In 1979 or so a new thing was invented called the compact disc. It didn’t catch on for another twenty years or so, but when it did it spread almost as quickly as SARS. Suddenly people were chucking out their old Alanis Morisette cassettes and getting James Blunt CDs. CD players were in,  casette-only was out, and after a while anything that had the ability to play a cassette was so 1994. And the CD was king of the crop.

Not for long though! We have this yoke called “the Internet” which now allows us to download songs (legally and otherwise.) CD sales have plummeted, HMV has gone the way of the cassette and that’s the end of the story.

Except that today record players are selling more than they have since the 80s. True, it is older people with nothing better to do than listen to the warbling of The Beach Boys or The Monkees. These devices come with built in CD players and the ability to put these songs on your music devices.

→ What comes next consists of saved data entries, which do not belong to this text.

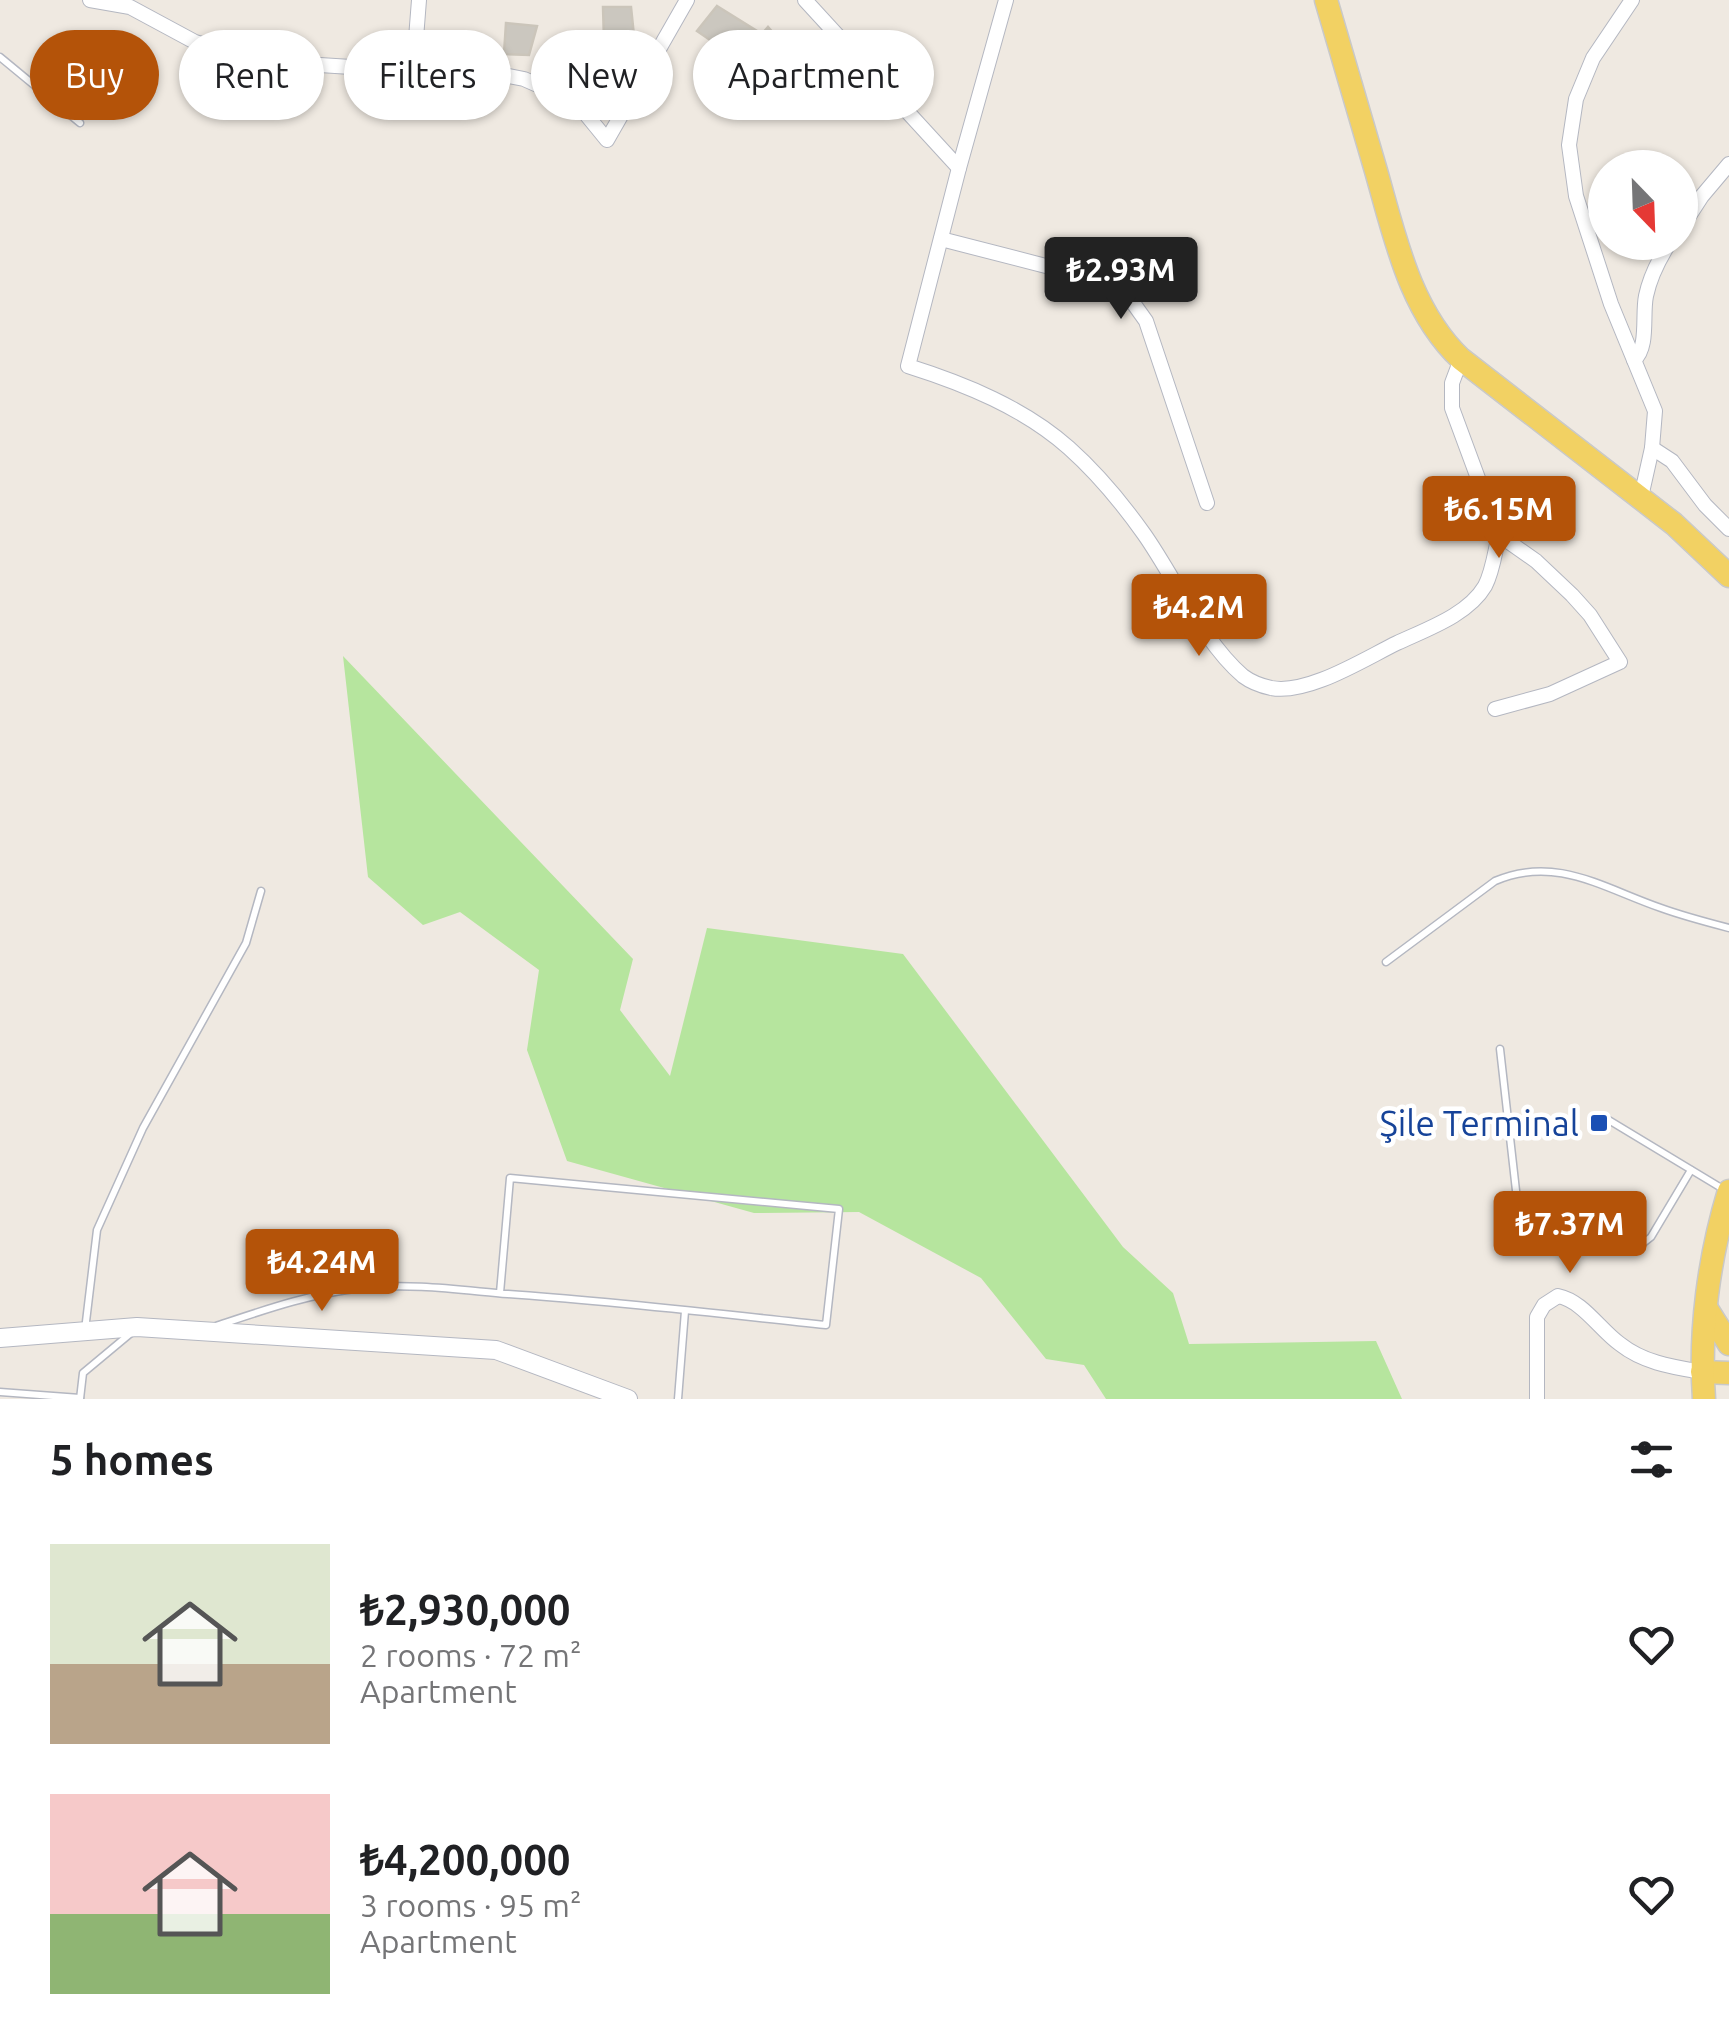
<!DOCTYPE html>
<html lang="en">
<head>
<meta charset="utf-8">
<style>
  :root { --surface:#fff; --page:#f2f2f2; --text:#202124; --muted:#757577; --accent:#b45309 }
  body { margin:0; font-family:Ubuntu,sans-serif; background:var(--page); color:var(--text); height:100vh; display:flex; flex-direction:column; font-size:38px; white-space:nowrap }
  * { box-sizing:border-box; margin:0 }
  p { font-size:32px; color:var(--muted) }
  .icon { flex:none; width:55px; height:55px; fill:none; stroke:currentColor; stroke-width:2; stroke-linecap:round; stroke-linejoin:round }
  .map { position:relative; height:1399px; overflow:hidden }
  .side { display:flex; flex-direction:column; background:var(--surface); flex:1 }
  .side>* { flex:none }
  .banner { position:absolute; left:30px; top:30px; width:1000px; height:90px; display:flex; gap:20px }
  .needle { width:65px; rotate:157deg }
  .controls { position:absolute; left:1588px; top:150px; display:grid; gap:20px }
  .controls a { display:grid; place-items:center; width:110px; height:110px; border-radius:50%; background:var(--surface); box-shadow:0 2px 8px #0004; font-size:50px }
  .price { position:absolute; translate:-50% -85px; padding:0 22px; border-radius:10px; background:var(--accent); color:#fff; font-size:32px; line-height:65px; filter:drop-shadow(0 2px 5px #0008) }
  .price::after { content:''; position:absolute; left:50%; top:60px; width:30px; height:22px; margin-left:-15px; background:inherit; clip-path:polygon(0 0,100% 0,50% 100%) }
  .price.current { background:#222; color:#fff }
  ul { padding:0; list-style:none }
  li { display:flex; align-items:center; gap:30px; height:250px; padding:0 50px }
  li span { display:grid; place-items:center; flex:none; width:280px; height:200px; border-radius:0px; color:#555 }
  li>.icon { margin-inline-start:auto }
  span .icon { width:120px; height:120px; fill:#fffc; stroke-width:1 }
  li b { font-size:42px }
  h2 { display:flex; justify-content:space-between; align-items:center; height:120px; padding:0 50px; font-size:42px }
  .pill { padding:0 35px; border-radius:45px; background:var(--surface); box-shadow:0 2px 8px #0004; font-size:35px; line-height:90px }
  .pill.current { background:var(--accent); color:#fff }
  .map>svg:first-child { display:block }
  .green { fill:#b6e59e }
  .building { fill:#cbc7bf; stroke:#cbc5ba; stroke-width:2.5 }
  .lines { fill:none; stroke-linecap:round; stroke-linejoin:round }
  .service-casing { stroke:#b4b7c1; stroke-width:9 }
  .minor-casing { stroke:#b4b7c1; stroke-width:16 }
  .tertiary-casing { stroke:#b4b7c1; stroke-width:20 }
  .primary-casing { stroke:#c9c9c9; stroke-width:25 }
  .service { stroke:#fff; stroke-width:6 }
  .minor { stroke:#fff; stroke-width:14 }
  .tertiary { stroke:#fff; stroke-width:18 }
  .primary { stroke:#f2d163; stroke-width:22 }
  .transit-dot { fill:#1a4fb4; stroke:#fff; stroke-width:4 }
  .labels { text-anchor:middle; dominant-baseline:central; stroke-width:9; stroke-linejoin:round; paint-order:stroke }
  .transit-label { font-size:35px; fill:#164399; stroke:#fff; text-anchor:end }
</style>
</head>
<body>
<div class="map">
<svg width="1729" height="1399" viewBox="0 0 1729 1399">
  <rect width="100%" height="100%" fill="#efe9e1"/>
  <!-- green -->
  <polygon class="green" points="343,656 633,959 620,1010 670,1076 707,928 903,954 1123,1247 1173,1293 1189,1344 1376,1341 1402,1399 1106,1399 1084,1365 1046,1359 981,1278 859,1212 754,1213 567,1161 527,1050 539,970 460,912 423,925 368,877"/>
  <!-- building -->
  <g class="building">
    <polygon points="717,6 762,34 768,27 797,61 777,87 736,48 732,55 697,31"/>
    <polygon points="603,7 631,7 634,36 604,41"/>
    <polygon points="506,23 537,26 529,55 504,54"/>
    <polygon points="605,62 620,75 602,98 588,85"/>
  </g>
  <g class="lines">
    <!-- service casing -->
    <g class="service-casing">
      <g id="service">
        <polyline points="0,57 80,123"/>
        <path d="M 1386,962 L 1495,881 C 1556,855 1603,888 1661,908 C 1683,916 1706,922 1729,928"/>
        <polyline points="1500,1049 1520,1226 1617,1251 1637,1248 1651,1237 1691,1170"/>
        <polyline points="1607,1119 1723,1189"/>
        <path d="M 216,1326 C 264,1310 312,1293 363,1288 C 411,1283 460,1290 508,1294 C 614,1301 720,1314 826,1325 L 839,1209 L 510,1178 L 500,1293"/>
        <polyline points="85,1330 97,1230 143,1128 246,943 261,891"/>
        <polyline points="0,1392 80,1398"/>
        <polyline points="80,1399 83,1373 131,1333"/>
        <polyline points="678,1399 685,1311"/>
      </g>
    </g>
    <!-- minor casing -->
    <g class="minor-casing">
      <g id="minor">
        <polyline points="90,0 130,7 195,42 234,53 273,62 351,67 414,64 473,69 524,79 576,102 607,140 687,0"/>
        <polyline points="805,0 959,168"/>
        <path d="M 1006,0 L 959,168 L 908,366 C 965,384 1024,408 1069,448 C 1097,473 1122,503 1144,534 C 1175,578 1203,642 1243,676 C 1251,682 1262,686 1271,688 C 1308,695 1364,659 1397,643 C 1427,629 1468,615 1485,586 C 1493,571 1495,551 1499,535"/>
        <polyline points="1632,0 1593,58 1576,99 1569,145 1576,196 1611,304 1655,411 1652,448 1641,497"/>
        <polyline points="414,64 419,0"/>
        <polyline points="1680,230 1702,196 1729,164"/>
        <polyline points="941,239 1104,281 1131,300 1146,321 1150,333 1207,503"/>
        <polyline points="1461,359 1452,383 1452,408 1499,535 1536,561 1572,595 1590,615 1620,662 1550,694 1495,709"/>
        <path d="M 1634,360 C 1649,347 1642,315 1646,296 C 1650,277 1659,259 1670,242"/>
        <polyline points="1652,448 1672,461 1705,505 1729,529"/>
        <path d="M 1537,1399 L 1537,1317 L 1544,1305 L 1558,1296 C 1583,1301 1600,1330 1620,1344 C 1644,1363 1673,1367 1702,1372"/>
      </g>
    </g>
    <!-- tertiary casing -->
    <g class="tertiary-casing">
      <polyline id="tertiary" points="0,1338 137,1327 496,1350 628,1399"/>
    </g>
    <!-- primary casing -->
    <g class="primary-casing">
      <g id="primary">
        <path d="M 1326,0 C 1342,55 1358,109 1374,164 C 1394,232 1408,309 1461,359 L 1674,524 L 1729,576"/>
        <polyline points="1707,1309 1729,1344"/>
        <polyline points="1702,1372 1729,1373"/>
        <path d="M 1704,1399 C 1699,1331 1709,1257 1729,1191"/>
      </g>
    </g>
    <!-- service -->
    <use href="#service" class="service"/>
    <!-- minor -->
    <use href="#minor" class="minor"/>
    <!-- tertiary -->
    <use href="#tertiary" class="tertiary"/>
    <!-- primary -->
    <use href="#primary" class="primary"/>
  </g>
  <!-- markers -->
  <rect class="transit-dot" x="1589" y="1113" width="20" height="20" rx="5"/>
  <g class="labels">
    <!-- transit labels -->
    <g class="transit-label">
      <text x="1579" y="1123">Şile Terminal</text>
    </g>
  </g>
</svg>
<div class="controls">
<a><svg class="needle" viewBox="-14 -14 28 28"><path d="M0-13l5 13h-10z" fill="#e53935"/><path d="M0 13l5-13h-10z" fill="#757577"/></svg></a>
</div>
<b class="price current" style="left:1121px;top:322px">₺2.93M</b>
<b class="price" style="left:1499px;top:561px">₺6.15M</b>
<b class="price" style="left:1199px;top:659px">₺4.2M</b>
<b class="price" style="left:1570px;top:1276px">₺7.37M</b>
<b class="price" style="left:322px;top:1314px">₺4.24M</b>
<div class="banner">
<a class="pill current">Buy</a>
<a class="pill">Rent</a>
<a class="pill">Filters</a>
<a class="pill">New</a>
<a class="pill">Apartment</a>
</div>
</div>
<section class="side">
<h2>5 homes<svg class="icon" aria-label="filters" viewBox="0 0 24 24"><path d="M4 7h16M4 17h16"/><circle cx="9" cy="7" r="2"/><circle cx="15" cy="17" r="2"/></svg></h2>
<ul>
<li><span style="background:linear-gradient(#dfe7d0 60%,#b9a48a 0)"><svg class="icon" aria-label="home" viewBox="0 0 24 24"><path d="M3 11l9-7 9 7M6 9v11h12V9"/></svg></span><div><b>₺2,930,000</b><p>2 rooms · 72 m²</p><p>Apartment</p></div><svg class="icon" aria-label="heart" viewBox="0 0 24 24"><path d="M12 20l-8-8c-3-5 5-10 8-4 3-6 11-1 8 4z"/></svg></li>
<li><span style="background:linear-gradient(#f6c9c9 60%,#8fb573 0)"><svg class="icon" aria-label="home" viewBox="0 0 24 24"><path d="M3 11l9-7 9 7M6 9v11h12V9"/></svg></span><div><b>₺4,200,000</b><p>3 rooms · 95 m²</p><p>Apartment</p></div><svg class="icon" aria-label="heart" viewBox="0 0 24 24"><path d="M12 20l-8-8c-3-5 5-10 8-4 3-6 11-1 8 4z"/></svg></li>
</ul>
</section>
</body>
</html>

So, yeah, music has come a long way. Despite all our advances, we still happen to have some people on the TV talent shows who can’t string two notes together without killing a family of ducks or people on the radio (oh yeah, that’s as strong as ever) who just play computer noises and depend on little girls to scream and shout their names and be totally obsessed with them instead of having a life -or having plastic surgery. You can make yourself look younger, yes, but men will start to learn that you are well into your fifties and sixties so it is nearly a waste by this stage, Madonna.